### SOURCE DATA
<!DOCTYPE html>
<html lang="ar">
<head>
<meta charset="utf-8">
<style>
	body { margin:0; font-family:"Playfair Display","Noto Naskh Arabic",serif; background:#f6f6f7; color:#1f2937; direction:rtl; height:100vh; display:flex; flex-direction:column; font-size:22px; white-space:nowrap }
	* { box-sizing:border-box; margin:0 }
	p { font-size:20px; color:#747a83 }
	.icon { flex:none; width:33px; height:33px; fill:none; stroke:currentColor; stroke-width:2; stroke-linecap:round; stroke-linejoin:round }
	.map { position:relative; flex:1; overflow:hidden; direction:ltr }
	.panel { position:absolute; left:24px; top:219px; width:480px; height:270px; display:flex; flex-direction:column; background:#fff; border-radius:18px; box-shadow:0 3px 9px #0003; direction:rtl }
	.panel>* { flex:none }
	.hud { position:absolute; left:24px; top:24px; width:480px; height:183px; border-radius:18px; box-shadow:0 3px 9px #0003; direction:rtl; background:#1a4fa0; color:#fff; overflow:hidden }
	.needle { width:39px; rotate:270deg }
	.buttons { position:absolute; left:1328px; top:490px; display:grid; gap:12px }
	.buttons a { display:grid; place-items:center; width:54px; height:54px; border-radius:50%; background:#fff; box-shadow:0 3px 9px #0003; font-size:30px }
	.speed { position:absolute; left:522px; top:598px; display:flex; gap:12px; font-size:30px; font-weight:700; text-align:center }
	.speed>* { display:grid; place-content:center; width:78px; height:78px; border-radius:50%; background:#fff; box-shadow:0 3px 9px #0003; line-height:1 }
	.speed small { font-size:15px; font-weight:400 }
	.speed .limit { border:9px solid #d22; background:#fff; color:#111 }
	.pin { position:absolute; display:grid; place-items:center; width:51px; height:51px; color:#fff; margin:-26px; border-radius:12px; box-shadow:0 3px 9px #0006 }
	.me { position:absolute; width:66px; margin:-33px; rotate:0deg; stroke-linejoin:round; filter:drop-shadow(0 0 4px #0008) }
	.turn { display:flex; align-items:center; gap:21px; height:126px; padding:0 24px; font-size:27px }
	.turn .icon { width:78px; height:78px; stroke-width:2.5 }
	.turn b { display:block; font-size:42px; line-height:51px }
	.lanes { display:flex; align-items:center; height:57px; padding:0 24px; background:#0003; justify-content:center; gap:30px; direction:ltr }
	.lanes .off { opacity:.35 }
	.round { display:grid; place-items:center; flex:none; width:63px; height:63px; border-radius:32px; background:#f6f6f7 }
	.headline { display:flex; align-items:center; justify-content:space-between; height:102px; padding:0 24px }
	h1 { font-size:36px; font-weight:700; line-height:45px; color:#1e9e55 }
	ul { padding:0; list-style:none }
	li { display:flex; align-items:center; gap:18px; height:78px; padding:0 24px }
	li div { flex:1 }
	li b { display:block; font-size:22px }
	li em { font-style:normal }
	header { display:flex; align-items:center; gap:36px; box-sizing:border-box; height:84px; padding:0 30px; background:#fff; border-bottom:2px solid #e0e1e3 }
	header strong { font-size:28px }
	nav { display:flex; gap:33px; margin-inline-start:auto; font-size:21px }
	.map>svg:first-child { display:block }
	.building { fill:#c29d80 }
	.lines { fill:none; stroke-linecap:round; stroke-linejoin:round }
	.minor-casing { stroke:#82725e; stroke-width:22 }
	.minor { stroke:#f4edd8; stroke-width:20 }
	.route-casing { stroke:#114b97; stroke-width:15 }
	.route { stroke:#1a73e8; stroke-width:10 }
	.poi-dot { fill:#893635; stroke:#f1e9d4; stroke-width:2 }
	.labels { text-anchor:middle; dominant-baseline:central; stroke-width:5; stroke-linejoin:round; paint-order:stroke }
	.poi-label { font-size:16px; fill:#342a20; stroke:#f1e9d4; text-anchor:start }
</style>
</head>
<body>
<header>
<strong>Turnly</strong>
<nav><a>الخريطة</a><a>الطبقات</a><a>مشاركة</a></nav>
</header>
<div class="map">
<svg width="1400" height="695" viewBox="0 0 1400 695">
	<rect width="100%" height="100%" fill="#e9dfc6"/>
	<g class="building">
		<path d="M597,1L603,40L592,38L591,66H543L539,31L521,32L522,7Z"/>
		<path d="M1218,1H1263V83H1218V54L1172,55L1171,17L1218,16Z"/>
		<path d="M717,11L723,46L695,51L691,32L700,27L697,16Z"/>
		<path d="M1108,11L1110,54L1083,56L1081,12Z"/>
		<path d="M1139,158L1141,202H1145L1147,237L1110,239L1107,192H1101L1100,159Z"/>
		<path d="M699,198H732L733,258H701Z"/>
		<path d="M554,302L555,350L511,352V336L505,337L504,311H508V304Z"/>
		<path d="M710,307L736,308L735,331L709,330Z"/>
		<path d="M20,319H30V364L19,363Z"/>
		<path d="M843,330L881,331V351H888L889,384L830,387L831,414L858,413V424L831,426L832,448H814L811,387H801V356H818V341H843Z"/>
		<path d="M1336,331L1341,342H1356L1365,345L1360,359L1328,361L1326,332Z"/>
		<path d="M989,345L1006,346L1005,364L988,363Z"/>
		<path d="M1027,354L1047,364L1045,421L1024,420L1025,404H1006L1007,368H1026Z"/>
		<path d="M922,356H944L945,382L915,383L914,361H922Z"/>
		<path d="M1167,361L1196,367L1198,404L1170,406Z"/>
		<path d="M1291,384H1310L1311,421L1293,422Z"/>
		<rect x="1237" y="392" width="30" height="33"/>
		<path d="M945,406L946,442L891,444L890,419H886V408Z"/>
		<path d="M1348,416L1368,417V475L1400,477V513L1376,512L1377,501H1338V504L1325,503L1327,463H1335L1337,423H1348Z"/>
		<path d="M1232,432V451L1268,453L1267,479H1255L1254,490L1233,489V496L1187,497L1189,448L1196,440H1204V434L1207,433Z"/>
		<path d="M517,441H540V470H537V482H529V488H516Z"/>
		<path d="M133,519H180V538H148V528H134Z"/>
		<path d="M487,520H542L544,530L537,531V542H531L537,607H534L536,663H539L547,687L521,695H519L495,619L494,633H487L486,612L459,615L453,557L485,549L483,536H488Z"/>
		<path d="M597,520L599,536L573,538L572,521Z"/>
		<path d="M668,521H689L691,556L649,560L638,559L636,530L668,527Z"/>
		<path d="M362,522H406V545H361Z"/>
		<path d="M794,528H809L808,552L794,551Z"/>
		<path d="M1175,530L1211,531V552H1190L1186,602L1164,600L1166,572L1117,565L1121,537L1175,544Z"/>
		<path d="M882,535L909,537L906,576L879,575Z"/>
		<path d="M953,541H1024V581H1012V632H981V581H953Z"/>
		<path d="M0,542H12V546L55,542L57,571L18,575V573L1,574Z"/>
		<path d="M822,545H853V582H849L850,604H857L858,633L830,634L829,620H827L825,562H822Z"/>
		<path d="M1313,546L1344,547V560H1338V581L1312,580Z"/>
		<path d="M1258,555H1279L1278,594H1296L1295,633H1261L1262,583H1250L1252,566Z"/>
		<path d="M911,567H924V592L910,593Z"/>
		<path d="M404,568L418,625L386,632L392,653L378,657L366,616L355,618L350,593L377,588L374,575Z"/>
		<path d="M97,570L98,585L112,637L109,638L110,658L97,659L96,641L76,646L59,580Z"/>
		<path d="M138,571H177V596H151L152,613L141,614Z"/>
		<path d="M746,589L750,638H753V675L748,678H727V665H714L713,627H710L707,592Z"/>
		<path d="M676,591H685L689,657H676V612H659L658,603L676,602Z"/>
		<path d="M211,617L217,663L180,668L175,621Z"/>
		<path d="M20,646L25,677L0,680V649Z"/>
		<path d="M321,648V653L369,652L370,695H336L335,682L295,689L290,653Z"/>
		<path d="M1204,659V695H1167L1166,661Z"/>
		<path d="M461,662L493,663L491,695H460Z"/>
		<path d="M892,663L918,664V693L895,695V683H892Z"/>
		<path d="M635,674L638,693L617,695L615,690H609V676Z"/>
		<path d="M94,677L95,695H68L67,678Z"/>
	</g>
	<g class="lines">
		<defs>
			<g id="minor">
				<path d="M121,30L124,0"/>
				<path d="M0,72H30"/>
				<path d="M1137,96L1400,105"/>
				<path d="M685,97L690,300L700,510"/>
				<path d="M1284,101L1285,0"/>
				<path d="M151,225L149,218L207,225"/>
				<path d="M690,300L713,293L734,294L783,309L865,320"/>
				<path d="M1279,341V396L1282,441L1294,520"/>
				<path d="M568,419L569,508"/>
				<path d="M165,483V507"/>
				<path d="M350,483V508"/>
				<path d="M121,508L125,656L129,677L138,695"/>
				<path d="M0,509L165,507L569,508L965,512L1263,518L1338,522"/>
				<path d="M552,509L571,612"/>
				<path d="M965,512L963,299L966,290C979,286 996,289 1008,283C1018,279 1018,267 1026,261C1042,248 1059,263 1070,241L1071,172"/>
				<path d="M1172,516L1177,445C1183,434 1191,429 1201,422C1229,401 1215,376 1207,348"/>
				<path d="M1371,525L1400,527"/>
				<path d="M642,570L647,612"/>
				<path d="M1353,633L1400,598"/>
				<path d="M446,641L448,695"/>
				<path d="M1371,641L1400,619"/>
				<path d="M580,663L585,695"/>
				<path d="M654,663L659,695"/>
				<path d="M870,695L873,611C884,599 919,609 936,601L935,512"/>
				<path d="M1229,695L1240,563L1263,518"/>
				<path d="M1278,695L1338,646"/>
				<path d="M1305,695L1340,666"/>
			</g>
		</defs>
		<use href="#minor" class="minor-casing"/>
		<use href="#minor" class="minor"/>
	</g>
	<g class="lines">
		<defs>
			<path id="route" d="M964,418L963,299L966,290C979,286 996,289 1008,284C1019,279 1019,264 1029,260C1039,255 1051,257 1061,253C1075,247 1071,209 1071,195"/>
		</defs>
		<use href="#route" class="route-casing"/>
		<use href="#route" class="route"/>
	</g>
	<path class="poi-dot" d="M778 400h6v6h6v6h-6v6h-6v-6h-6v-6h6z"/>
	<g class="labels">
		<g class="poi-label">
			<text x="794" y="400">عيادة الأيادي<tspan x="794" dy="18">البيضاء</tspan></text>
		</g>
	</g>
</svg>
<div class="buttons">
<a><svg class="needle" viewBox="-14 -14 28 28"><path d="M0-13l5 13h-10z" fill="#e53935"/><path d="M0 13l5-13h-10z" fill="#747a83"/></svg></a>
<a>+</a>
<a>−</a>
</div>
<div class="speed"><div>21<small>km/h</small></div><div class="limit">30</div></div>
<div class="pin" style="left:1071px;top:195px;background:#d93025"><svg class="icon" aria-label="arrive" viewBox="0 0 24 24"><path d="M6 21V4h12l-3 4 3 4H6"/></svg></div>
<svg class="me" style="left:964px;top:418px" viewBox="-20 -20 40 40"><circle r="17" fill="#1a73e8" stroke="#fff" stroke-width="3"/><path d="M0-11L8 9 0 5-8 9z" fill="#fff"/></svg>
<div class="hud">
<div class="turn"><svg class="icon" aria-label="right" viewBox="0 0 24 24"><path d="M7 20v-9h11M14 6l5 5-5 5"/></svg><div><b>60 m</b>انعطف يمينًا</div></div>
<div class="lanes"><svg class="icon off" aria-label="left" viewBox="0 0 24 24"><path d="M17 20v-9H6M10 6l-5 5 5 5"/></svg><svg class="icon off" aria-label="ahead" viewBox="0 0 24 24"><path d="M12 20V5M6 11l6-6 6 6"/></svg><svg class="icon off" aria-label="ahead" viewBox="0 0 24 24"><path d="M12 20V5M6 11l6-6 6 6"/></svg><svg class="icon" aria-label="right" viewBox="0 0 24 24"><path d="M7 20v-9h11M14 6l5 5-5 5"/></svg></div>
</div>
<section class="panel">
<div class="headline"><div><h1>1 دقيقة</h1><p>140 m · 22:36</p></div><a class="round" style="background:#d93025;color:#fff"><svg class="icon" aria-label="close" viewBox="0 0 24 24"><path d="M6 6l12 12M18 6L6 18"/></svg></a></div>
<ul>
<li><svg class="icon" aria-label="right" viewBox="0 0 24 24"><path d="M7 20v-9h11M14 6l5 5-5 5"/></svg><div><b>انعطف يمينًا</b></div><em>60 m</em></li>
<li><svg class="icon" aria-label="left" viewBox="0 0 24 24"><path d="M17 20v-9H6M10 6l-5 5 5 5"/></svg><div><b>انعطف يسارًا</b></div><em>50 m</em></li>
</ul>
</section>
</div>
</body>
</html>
######
▸ **TASK DESCRIPTION**: Each line of the records that holds the word "absolute" should be copied out.

▸ **RESPONSE AREA**:
	.panel { position:absolute; left:24px; top:219px; width:480px; height:270px; display:flex; flex-direction:column; background:#fff; border-radius:18px; box-shadow:0 3px 9px #0003; direction:rtl }
	.hud { position:absolute; left:24px; top:24px; width:480px; height:183px; border-radius:18px; box-shadow:0 3px 9px #0003; direction:rtl; background:#1a4fa0; color:#fff; overflow:hidden }
	.buttons { position:absolute; left:1328px; top:490px; display:grid; gap:12px }
	.speed { position:absolute; left:522px; top:598px; display:flex; gap:12px; font-size:30px; font-weight:700; text-align:center }
	.pin { position:absolute; display:grid; place-items:center; width:51px; height:51px; color:#fff; margin:-26px; border-radius:12px; box-shadow:0 3px 9px #0006 }
	.me { position:absolute; width:66px; margin:-33px; rotate:0deg; stroke-linejoin:round; filter:drop-shadow(0 0 4px #0008) }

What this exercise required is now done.